▶ **The data**
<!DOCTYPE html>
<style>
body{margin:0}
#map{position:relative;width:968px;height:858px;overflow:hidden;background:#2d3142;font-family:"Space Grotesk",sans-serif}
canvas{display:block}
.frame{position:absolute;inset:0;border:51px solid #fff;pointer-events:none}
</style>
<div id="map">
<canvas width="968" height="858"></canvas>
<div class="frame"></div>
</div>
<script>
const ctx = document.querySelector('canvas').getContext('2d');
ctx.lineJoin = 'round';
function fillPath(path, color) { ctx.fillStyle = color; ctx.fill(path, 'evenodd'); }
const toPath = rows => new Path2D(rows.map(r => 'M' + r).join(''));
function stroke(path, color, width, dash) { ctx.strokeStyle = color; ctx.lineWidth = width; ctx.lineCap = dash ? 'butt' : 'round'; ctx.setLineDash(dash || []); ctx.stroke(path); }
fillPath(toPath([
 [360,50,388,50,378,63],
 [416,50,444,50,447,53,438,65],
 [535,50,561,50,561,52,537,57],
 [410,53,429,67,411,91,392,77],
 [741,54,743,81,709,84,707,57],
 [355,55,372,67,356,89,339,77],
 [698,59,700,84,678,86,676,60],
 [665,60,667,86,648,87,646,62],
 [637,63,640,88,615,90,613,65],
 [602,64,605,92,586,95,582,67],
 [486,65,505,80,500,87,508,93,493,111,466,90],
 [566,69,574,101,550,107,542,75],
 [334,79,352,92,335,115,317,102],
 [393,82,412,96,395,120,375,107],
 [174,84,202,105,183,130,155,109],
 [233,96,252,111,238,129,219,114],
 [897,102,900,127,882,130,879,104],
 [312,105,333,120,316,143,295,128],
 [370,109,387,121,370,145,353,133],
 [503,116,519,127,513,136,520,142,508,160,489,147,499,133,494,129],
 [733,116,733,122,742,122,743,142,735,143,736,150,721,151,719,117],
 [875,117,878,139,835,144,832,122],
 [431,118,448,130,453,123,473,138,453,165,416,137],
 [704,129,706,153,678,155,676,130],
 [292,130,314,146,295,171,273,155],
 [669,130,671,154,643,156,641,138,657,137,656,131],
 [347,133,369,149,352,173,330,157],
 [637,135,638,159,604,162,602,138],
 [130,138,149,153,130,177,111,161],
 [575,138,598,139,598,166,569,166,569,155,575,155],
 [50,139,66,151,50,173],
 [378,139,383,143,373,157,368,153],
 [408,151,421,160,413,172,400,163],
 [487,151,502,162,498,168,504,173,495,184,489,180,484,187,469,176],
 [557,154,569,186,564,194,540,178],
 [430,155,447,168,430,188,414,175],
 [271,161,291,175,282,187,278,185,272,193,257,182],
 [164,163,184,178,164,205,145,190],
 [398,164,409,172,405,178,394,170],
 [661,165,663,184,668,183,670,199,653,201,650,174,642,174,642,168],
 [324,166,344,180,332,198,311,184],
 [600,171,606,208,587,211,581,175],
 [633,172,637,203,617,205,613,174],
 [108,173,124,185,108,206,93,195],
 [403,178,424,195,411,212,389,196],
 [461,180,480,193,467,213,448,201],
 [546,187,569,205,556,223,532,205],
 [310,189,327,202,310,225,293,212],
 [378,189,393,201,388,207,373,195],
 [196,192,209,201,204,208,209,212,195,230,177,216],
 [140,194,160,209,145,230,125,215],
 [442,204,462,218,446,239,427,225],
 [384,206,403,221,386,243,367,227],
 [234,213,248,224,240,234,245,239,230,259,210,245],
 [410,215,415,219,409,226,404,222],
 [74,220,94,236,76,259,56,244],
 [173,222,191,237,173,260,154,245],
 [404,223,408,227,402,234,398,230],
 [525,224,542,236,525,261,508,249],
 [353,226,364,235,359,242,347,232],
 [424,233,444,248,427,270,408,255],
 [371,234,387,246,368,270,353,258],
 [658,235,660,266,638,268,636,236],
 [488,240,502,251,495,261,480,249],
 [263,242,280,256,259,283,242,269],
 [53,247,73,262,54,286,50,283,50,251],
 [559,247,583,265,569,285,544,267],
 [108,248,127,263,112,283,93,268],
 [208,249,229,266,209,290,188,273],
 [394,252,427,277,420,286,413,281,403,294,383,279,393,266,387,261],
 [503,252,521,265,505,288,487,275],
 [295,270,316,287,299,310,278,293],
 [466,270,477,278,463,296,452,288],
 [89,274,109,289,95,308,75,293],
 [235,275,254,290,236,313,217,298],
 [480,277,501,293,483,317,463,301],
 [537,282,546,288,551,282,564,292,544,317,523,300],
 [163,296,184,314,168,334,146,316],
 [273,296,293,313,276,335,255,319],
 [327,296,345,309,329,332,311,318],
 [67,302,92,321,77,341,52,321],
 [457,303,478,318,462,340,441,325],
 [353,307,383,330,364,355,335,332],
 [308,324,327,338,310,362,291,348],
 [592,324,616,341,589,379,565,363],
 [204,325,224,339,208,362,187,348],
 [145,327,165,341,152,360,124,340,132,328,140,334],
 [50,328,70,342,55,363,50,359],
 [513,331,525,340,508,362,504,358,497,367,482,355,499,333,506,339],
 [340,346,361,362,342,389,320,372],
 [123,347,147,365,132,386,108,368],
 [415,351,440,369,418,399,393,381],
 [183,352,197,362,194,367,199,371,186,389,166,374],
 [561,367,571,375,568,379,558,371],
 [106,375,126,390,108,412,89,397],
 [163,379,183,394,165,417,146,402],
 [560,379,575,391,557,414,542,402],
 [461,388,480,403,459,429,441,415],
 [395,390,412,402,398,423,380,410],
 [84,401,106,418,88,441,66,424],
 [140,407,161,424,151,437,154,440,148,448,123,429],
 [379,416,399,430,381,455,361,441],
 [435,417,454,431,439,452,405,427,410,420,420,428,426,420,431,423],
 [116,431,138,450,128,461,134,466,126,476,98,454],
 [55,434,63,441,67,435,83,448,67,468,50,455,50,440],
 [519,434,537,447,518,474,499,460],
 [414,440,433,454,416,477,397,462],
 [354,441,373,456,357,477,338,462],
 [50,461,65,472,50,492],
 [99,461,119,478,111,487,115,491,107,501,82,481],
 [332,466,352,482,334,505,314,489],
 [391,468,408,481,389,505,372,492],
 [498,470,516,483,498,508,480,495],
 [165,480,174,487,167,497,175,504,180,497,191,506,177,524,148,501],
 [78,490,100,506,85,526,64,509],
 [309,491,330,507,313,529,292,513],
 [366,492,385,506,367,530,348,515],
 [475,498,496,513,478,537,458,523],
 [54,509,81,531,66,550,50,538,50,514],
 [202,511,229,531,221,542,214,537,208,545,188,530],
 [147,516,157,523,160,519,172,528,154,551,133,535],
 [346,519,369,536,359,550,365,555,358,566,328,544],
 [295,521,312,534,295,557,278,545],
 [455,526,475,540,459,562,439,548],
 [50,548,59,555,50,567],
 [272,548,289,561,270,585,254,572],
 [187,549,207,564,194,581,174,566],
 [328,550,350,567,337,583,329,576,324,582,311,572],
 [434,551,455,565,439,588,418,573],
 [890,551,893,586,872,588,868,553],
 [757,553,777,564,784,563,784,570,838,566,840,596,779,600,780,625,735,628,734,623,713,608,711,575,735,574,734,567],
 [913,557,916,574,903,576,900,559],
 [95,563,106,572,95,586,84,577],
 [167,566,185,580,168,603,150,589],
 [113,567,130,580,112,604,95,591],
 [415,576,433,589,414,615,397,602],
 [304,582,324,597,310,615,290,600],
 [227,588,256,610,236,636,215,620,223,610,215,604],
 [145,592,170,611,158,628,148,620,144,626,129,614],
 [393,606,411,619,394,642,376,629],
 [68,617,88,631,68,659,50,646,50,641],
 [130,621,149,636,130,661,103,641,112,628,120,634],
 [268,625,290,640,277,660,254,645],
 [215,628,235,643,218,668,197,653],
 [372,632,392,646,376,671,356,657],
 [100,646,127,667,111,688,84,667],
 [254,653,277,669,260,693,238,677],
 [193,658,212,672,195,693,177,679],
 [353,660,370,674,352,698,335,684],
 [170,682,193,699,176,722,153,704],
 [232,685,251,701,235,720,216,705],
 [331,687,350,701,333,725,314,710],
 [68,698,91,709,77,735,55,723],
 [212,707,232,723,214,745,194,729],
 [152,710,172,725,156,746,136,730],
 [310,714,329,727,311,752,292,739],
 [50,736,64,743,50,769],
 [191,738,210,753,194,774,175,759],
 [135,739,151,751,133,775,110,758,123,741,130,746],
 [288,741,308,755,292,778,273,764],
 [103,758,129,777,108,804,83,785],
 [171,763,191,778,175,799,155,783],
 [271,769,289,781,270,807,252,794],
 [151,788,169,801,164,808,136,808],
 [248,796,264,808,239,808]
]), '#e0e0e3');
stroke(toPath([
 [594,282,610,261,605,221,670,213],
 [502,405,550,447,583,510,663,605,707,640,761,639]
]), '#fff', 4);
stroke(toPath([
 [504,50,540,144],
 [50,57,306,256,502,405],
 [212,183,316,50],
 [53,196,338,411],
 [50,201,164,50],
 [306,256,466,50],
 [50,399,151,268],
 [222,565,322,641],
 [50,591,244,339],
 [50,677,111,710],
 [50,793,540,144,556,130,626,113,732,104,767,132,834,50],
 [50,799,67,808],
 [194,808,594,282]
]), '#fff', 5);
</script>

▶ **Work instruction**
Each line in which the string "canvas" is found must be copied from the data.

▶ **Response area**
canvas{display:block}
<canvas width="968" height="858"></canvas>
const ctx = document.querySelector('canvas').getContext('2d');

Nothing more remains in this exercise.